[Task brief]
A faithful copy of the entries is needed, one that leaves out the pictures.

──────────

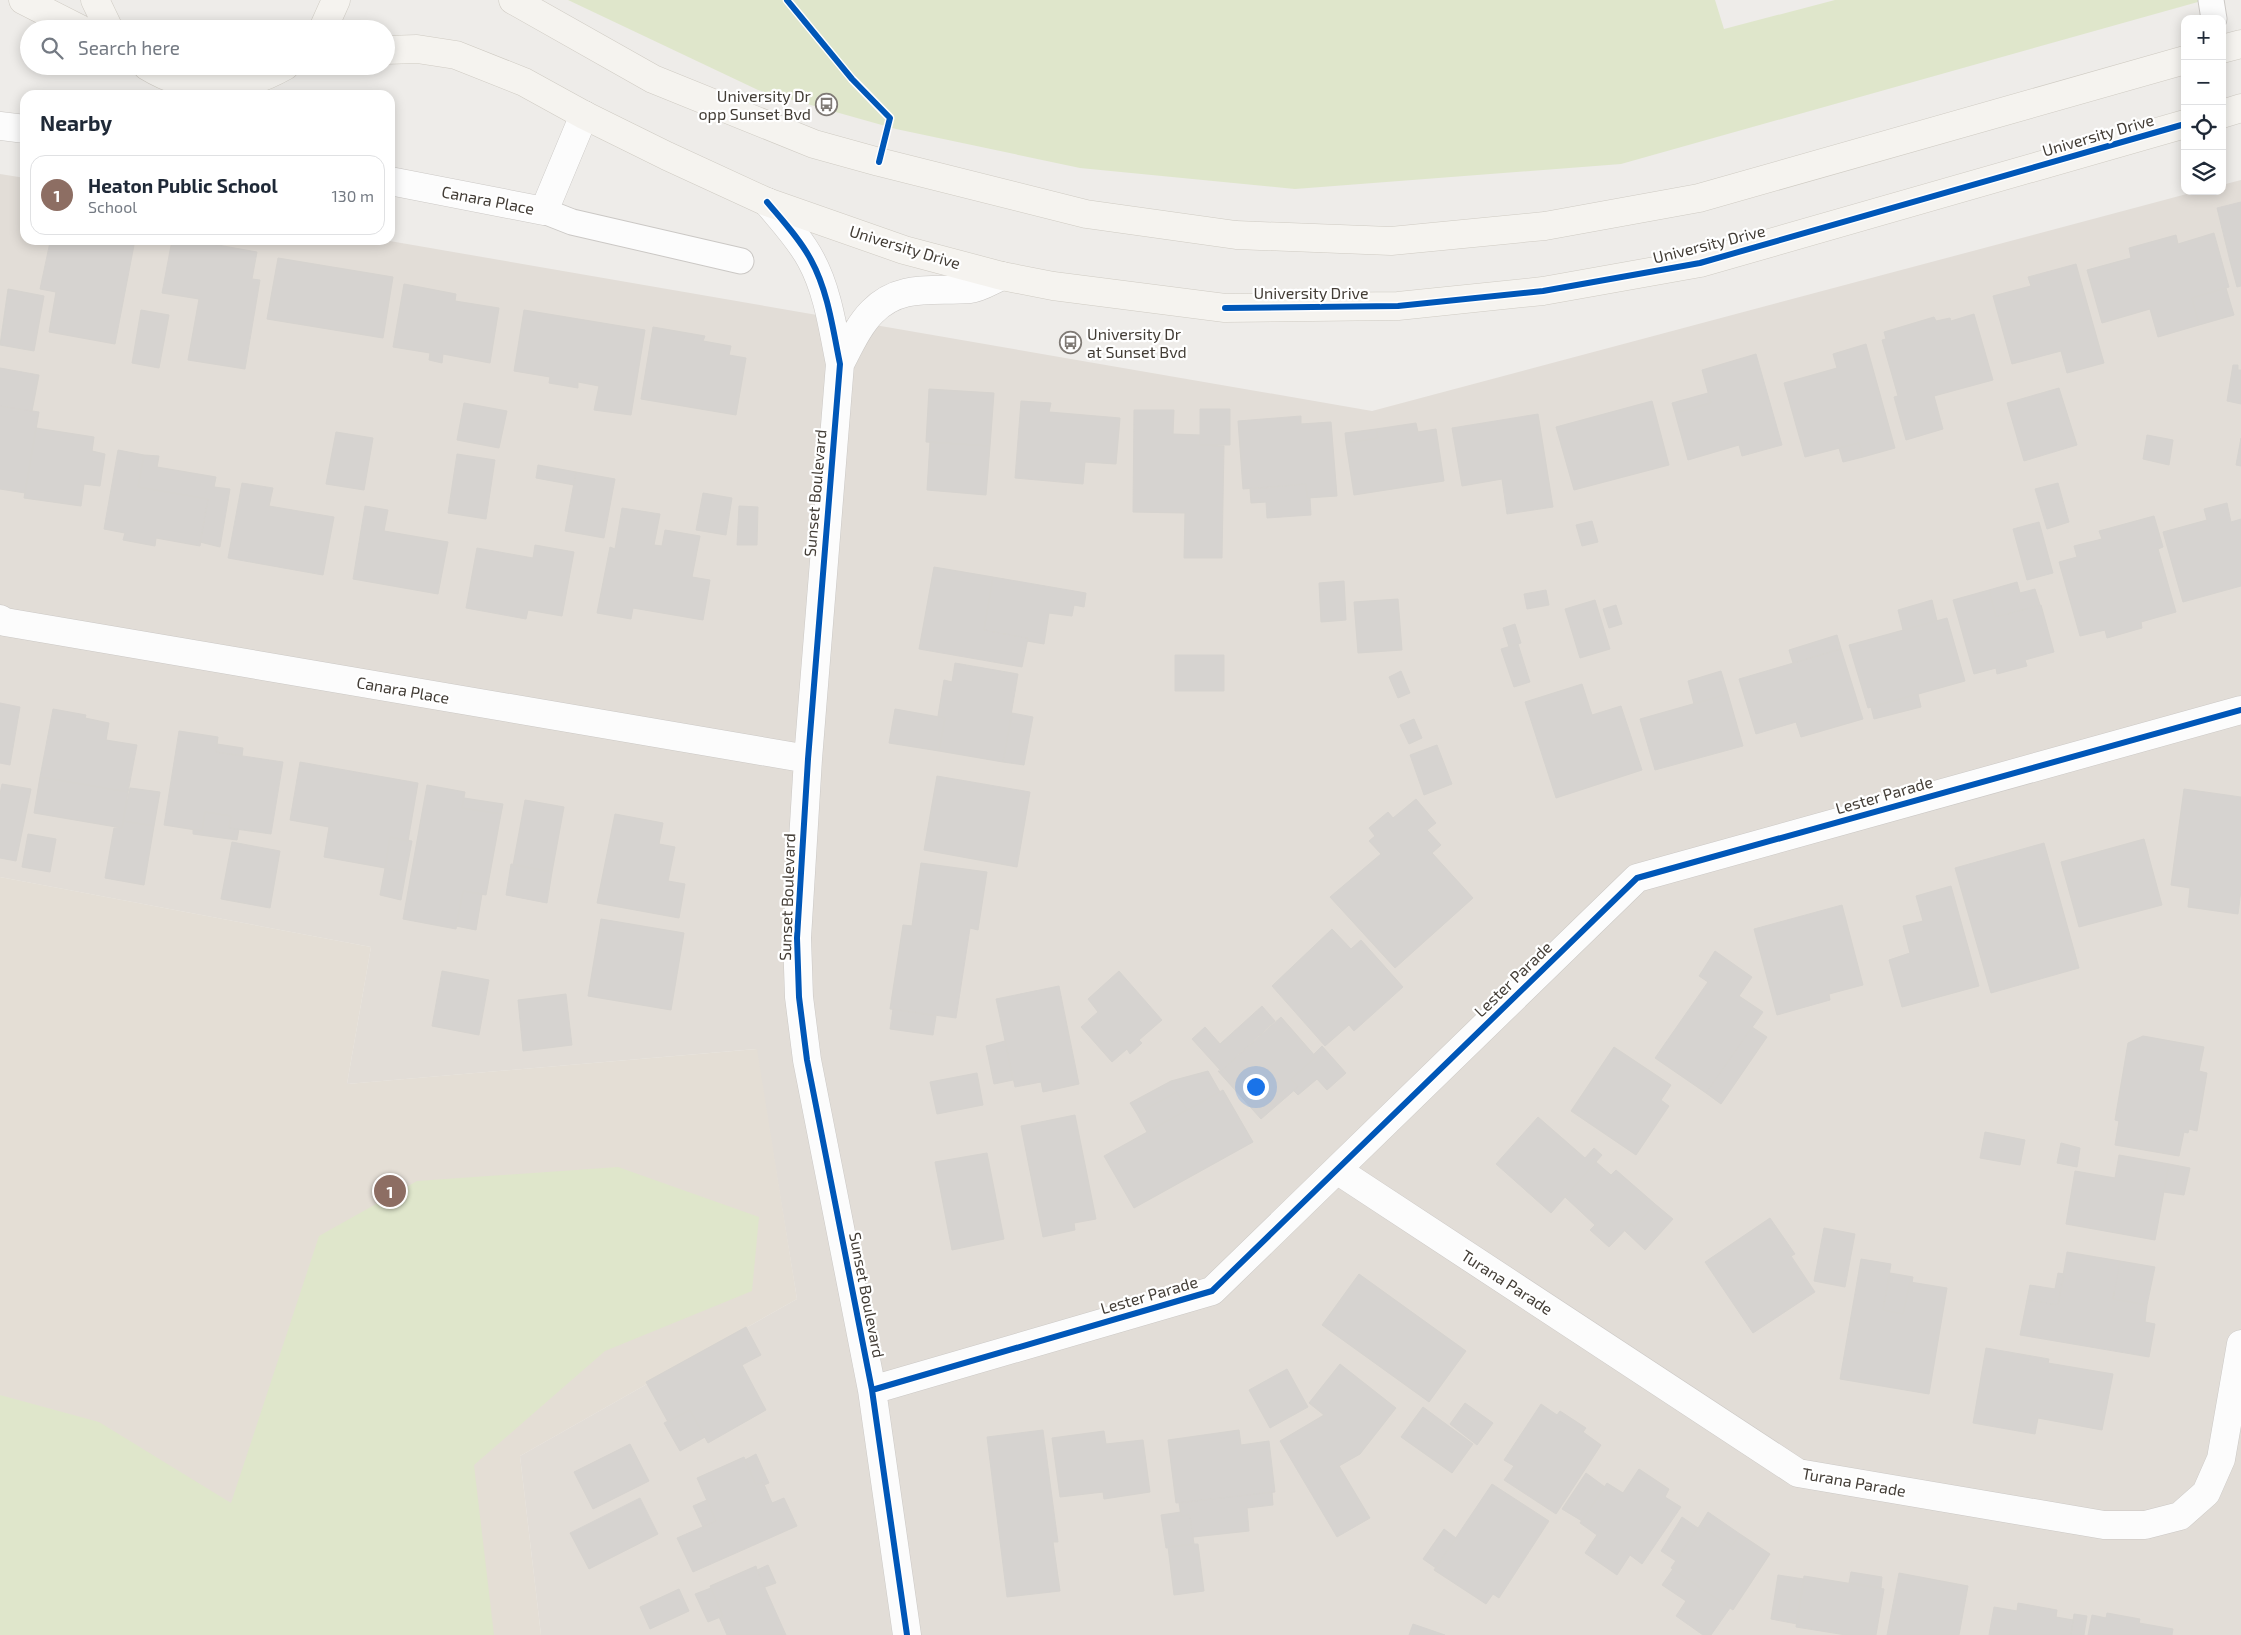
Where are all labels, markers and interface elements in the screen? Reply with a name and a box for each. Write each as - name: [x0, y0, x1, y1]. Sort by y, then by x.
- map controls: [2181, 15, 2226, 195]
- button: +: [2181, 15, 2226, 60]
- search box: [20, 20, 395, 75]
- icon: search: [38, 34, 66, 62]
- text: Search here: [78, 36, 180, 59]
- button: −: [2181, 60, 2226, 105]
- place label: University Dr opp Sunset Bvd: [699, 86, 812, 123]
- bus stop icon: University Dr opp Sunset Bvd: [815, 93, 839, 117]
- button: locate: [2181, 105, 2226, 150]
- text: Nearby: [40, 110, 112, 135]
- street label: University Drive: [2040, 110, 2156, 160]
- button: layers: [2181, 150, 2226, 195]
- text: Heaton Public School: [88, 174, 278, 197]
- street label: Canara Place: [440, 181, 536, 218]
- text: 1: [54, 186, 60, 205]
- text: 130 m: [332, 186, 374, 205]
- text: School: [88, 197, 137, 216]
- street label: University Drive: [1651, 220, 1767, 267]
- street label: University Drive: [847, 221, 963, 272]
- street label: University Drive: [1253, 283, 1369, 302]
- place label: University Dr at Sunset Bvd: [1087, 324, 1187, 361]
- bus stop icon: University Dr at Sunset Bvd: [1059, 331, 1083, 355]
- street label: Sunset Boulevard: [799, 428, 830, 557]
- street label: Canara Place: [355, 672, 451, 707]
- street label: Lester Parade: [1833, 772, 1935, 817]
- street label: Sunset Boulevard: [775, 833, 798, 961]
- street label: Lester Parade: [1470, 937, 1555, 1020]
- your location: [1243, 1074, 1269, 1100]
- pin: 1: [374, 1172, 406, 1210]
- street label: Sunset Boulevard: [846, 1230, 889, 1359]
- street label: Turana Parade: [1458, 1245, 1556, 1318]
- street label: Lester Parade: [1098, 1272, 1200, 1317]
- street label: Turana Parade: [1801, 1463, 1907, 1500]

──────────

[Answer below]
Where are all labels, markers and interface elements in the screen? Reply with a name and a box for each. Write each as - name: [x0, y0, x1, y1]. Sort by y, then by x.
- map controls: [2181, 15, 2226, 195]
- button: +: [2181, 15, 2226, 60]
- search box: [20, 20, 395, 75]
- icon: search: [38, 34, 66, 62]
- text: Search here: [78, 36, 180, 59]
- button: −: [2181, 60, 2226, 105]
- place label: University Dr opp Sunset Bvd: [699, 86, 812, 123]
- bus stop icon: University Dr opp Sunset Bvd: [815, 93, 839, 117]
- button: locate: [2181, 105, 2226, 150]
- text: Nearby: [40, 110, 112, 135]
- street label: University Drive: [2040, 110, 2156, 160]
- button: layers: [2181, 150, 2226, 195]
- text: Heaton Public School: [88, 174, 278, 197]
- street label: Canara Place: [440, 181, 536, 218]
- text: 1: [54, 186, 60, 205]
- text: 130 m: [332, 186, 374, 205]
- text: School: [88, 197, 137, 216]
- street label: University Drive: [1651, 220, 1767, 267]
- street label: University Drive: [847, 221, 963, 272]
- street label: University Drive: [1253, 283, 1369, 302]
- place label: University Dr at Sunset Bvd: [1087, 324, 1187, 361]
- bus stop icon: University Dr at Sunset Bvd: [1059, 331, 1083, 355]
- street label: Sunset Boulevard: [799, 428, 830, 557]
- street label: Canara Place: [355, 672, 451, 707]
- street label: Lester Parade: [1833, 772, 1935, 817]
- street label: Sunset Boulevard: [775, 833, 798, 961]
- street label: Lester Parade: [1470, 937, 1555, 1020]
- your location: [1243, 1074, 1269, 1100]
- pin: 1: [374, 1172, 406, 1210]
- street label: Sunset Boulevard: [846, 1230, 889, 1359]
- street label: Turana Parade: [1458, 1245, 1556, 1318]
- street label: Lester Parade: [1098, 1272, 1200, 1317]
- street label: Turana Parade: [1801, 1463, 1907, 1500]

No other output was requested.